The proposal drew a strong reaction from the local authorities, with some claiming that the amalgamation would not be logical from a geographical and mobility point of view and others saying that they did not see the need for it. Several local authorities organised public surveys with a view to collecting the opinions of the population.
The ministry promised that the proposed model was open for discussion and that public consultations would be held. However, it also pointed out that the decision of some municipalities to organise a survey breached the powers of local governments as established by law.
On 10 June, Minister of Environmental Protection and Regional Development Juris Pūce said that one of the goals of the reform is to reduce the administrative burden and costs. Stating his opinion that the number of employees in local governments could be reduced by 8,000–9,000 employees as a result of the reform, he stressed that any decision on the number of employees should be taken by the local authorities themselves.
Healthcare reform put on hold
In Q1 2019, the government announced that the two-basket healthcare system (in development since 2017 and due to come into full implementation in 2019) was ineffective and called for it to be replaced. On 13 June 2019, the parliament approved the decision to delay rolling out the new healthcare system until 2021.
Teachers granted promised wage increase
On 18 June, the government agreed to increase the minimum monthly wage of teachers in Latvia by €40 (from €710 to €750) as of 1 September 2019. This decision followed months of uncertainty after the government was initially unable to find sufficient funding in the 2019 budget for the increase and the Latvian Trade Union of Education and Science Employees (LIZDA) announced a strike in response.

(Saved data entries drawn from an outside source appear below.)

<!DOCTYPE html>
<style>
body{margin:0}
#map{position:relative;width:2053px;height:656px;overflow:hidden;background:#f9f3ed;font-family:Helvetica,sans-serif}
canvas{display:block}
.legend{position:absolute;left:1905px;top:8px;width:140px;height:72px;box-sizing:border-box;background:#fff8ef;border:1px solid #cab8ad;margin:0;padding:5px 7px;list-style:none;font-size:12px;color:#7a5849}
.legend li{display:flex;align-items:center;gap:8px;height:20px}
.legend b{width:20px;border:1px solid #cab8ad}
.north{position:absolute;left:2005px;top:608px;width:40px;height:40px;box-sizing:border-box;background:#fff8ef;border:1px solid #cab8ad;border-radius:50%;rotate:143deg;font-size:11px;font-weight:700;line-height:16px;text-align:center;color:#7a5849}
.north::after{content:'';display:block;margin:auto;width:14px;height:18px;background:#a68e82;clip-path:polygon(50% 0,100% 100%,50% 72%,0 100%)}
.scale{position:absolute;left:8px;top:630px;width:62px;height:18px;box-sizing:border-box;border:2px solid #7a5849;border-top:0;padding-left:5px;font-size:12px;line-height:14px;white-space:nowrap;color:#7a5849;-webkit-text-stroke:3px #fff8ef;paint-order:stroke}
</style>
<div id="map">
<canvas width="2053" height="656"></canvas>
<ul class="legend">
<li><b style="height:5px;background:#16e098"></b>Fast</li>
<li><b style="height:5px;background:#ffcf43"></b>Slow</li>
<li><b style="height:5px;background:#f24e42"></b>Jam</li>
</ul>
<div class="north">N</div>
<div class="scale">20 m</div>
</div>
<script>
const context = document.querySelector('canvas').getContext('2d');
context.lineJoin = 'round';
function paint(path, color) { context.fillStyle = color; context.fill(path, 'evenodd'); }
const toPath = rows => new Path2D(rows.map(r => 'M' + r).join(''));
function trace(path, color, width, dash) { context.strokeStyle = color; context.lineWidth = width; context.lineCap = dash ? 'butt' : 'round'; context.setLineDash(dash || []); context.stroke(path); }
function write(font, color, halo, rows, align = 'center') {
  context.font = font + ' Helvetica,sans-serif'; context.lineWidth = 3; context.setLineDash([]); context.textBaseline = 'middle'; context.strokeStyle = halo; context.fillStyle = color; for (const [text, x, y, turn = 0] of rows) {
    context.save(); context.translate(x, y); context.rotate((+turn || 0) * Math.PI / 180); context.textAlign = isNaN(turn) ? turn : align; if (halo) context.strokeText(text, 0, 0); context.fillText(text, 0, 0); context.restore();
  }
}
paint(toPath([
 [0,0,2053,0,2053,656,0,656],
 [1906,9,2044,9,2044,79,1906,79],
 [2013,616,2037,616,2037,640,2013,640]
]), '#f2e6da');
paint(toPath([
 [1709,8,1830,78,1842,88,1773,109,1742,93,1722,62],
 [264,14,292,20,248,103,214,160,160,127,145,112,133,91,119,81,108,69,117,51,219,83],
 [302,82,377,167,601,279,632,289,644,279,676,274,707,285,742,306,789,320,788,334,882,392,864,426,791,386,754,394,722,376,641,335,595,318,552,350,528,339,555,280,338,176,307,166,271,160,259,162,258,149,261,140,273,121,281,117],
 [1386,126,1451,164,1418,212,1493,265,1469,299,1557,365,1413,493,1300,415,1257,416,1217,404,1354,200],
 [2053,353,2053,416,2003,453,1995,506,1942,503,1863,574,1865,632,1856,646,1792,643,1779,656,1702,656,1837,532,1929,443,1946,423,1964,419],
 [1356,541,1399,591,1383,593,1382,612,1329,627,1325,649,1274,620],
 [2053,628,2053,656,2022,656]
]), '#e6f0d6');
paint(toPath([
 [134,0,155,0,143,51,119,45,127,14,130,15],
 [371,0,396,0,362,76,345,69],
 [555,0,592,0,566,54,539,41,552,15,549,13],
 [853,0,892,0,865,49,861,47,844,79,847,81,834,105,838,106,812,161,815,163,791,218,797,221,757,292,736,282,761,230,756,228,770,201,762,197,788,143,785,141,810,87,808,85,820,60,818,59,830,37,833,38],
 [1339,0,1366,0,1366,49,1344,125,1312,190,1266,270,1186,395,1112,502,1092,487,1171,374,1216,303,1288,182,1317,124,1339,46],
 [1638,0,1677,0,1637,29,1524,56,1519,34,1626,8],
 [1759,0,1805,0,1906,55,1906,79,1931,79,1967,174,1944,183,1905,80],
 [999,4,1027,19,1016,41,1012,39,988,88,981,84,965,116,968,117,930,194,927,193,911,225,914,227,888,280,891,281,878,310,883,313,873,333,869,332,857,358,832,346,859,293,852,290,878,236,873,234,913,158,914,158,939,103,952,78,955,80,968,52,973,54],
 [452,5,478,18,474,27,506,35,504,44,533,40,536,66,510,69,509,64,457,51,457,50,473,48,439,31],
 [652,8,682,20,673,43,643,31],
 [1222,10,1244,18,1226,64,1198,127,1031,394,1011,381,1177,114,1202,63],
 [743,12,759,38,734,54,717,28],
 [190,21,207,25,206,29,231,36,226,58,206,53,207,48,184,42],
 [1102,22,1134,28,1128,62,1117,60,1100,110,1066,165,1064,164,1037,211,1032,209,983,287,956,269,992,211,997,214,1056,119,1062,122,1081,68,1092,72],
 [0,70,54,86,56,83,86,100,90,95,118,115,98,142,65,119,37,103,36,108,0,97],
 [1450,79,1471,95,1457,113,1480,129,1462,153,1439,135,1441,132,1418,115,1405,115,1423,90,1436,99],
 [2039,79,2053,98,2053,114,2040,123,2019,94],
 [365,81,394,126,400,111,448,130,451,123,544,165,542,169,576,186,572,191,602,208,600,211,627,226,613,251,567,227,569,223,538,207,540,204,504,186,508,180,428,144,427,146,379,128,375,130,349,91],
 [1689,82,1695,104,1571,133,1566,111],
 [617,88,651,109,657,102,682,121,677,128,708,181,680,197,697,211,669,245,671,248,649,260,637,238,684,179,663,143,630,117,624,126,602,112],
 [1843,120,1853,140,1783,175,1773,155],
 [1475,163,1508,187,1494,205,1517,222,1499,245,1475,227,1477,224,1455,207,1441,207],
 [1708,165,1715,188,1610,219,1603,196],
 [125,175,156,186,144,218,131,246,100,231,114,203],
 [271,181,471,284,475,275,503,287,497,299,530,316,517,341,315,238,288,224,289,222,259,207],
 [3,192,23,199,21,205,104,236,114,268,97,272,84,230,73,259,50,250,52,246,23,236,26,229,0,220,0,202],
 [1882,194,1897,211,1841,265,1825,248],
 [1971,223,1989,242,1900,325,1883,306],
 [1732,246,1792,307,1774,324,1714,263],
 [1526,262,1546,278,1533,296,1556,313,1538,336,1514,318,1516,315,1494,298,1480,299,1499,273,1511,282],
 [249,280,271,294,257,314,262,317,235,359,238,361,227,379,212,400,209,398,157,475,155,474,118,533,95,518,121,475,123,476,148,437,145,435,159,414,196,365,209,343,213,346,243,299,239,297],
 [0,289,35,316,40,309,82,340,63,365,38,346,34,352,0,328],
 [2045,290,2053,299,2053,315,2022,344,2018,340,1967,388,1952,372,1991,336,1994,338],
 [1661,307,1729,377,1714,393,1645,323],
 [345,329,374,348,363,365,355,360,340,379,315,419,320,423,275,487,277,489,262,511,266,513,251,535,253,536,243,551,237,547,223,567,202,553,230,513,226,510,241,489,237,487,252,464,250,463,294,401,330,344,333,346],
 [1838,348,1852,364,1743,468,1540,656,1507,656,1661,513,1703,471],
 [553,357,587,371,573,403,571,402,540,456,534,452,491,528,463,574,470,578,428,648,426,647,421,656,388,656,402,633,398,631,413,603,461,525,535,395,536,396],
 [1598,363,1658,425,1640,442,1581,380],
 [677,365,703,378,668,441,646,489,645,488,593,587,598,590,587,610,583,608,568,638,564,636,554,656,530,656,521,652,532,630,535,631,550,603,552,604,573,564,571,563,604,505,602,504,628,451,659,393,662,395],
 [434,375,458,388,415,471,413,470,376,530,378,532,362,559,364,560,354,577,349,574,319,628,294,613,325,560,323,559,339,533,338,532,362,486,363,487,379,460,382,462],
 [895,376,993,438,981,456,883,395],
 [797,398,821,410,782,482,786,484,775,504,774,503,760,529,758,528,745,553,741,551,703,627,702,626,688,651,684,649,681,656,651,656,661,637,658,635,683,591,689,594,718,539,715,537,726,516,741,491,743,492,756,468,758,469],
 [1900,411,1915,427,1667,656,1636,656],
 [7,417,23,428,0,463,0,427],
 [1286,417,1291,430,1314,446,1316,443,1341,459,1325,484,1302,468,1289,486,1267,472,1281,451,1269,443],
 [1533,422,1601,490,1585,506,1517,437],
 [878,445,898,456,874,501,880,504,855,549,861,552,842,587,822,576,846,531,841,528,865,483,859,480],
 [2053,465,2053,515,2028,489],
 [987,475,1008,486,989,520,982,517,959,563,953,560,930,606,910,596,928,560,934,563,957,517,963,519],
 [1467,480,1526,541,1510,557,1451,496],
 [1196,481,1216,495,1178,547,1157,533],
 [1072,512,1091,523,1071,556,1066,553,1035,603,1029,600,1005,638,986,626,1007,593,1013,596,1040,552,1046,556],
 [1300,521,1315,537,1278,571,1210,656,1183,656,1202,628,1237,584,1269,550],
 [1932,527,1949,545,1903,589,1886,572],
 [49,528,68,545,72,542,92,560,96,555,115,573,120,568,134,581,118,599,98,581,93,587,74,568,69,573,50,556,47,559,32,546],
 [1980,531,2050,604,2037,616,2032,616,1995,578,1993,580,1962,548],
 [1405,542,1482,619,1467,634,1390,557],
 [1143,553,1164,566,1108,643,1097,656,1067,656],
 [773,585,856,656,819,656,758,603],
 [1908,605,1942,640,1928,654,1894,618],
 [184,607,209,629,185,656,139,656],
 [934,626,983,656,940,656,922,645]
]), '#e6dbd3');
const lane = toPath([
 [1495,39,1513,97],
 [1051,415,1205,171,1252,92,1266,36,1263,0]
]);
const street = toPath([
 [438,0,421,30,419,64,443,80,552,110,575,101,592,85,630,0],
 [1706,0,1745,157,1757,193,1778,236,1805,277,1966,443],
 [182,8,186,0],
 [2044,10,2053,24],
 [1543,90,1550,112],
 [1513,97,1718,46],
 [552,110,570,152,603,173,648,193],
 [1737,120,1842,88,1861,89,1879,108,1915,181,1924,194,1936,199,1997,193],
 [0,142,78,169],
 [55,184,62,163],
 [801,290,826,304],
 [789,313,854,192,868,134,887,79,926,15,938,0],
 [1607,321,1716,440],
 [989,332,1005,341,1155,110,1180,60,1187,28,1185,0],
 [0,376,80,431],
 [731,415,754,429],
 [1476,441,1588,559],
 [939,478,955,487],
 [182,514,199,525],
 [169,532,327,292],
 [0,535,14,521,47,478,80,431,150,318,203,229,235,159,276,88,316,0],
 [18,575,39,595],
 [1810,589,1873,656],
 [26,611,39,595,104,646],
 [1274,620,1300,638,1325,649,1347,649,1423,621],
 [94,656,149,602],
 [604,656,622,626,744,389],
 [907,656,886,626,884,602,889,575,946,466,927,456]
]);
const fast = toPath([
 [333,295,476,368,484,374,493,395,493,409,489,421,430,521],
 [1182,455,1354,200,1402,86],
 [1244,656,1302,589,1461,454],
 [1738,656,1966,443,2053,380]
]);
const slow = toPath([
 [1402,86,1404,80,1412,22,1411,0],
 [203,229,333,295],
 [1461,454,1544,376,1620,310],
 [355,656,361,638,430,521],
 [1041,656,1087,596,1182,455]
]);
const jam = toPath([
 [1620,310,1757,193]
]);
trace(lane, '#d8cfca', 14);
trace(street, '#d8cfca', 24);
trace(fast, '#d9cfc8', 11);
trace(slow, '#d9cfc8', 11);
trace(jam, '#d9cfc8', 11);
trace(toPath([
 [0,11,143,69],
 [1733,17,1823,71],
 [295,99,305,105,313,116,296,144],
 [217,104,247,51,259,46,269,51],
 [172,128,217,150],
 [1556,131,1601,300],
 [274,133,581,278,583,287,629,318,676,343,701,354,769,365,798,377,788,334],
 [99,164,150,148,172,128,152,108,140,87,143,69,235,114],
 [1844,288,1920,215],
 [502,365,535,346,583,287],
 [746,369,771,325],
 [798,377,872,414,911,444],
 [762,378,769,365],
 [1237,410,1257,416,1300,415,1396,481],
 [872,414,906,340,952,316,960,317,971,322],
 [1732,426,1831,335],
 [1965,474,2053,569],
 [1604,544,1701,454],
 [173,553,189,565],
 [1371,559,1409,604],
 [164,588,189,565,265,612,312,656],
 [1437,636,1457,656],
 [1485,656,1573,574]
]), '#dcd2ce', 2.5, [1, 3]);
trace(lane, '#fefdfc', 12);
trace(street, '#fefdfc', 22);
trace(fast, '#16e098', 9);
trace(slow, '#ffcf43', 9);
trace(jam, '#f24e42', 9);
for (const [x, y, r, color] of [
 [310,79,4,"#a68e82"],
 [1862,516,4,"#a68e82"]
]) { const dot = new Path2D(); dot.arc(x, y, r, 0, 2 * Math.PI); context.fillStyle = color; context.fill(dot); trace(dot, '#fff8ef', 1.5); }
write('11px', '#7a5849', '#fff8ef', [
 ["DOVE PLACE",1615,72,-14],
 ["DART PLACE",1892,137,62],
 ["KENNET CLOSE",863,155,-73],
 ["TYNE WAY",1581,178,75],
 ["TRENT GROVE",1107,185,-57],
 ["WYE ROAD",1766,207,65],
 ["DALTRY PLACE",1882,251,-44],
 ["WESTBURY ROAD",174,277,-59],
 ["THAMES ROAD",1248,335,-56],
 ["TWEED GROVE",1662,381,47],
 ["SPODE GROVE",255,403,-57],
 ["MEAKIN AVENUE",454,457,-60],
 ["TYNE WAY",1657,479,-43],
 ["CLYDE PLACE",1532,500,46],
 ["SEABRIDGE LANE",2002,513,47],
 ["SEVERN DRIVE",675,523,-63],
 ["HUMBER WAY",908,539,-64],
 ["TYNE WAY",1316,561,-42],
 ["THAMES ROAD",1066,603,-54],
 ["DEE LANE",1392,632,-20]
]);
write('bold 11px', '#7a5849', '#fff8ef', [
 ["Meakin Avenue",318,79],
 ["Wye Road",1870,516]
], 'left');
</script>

While the matter has seemingly been resolved for 2019, the 2020 budget remains undefined. LIZDA has therefore maintained its plan to call a strike in the autumn to offset the possibility that further wage increases are excluded from the 2020 budget.
General agreement signed in construction sector
On 17 April, the general agreement in the construction sector was signed by all involved parties and will enter into force in November 2019. The agreement was originally prepared at the end of 2018, but only became valid when the government adopted amendments to the labour law that set lower pay levels for overtime work. The president approved the amendments on 17 April; following the signing of the general agreement, it was officially published in Latvijas Vēstnesis on 3 May.
Under the terms of the agreement, the minimum wage in the construction sector will be €780 from 4 November (the national minimum wage in 2019 is €430).
Wage growth continues
The journal Kapitāls, in cooperation with CV-Online Latvia, has completed its annual study on wages and salaries for 2019. The main results were published in the mainstream media and Kapitāls. The study provides data about work remuneration by occupation and shows that wages continue on their upward trajectory (the average net wages increased by 6.2% in 2017 and 6% in 2018). The fastest wage growth was in the public sector, with an 11% wage increase in state-owned commercial companies. The highest wages were found in large multinational companies and the lowest in small enterprises.
In the next quarter, the main activities will relate to development of the state budget for 2020. This process will encompass all the areas that are important to social partners, such as taxes, minimum wages, wages in the healthcare and education sectors, and wages in the public sector in general.
Another important activity is the development of the National Development Plan for the next planning period (2021–2027), where social partners will participate in all working groups.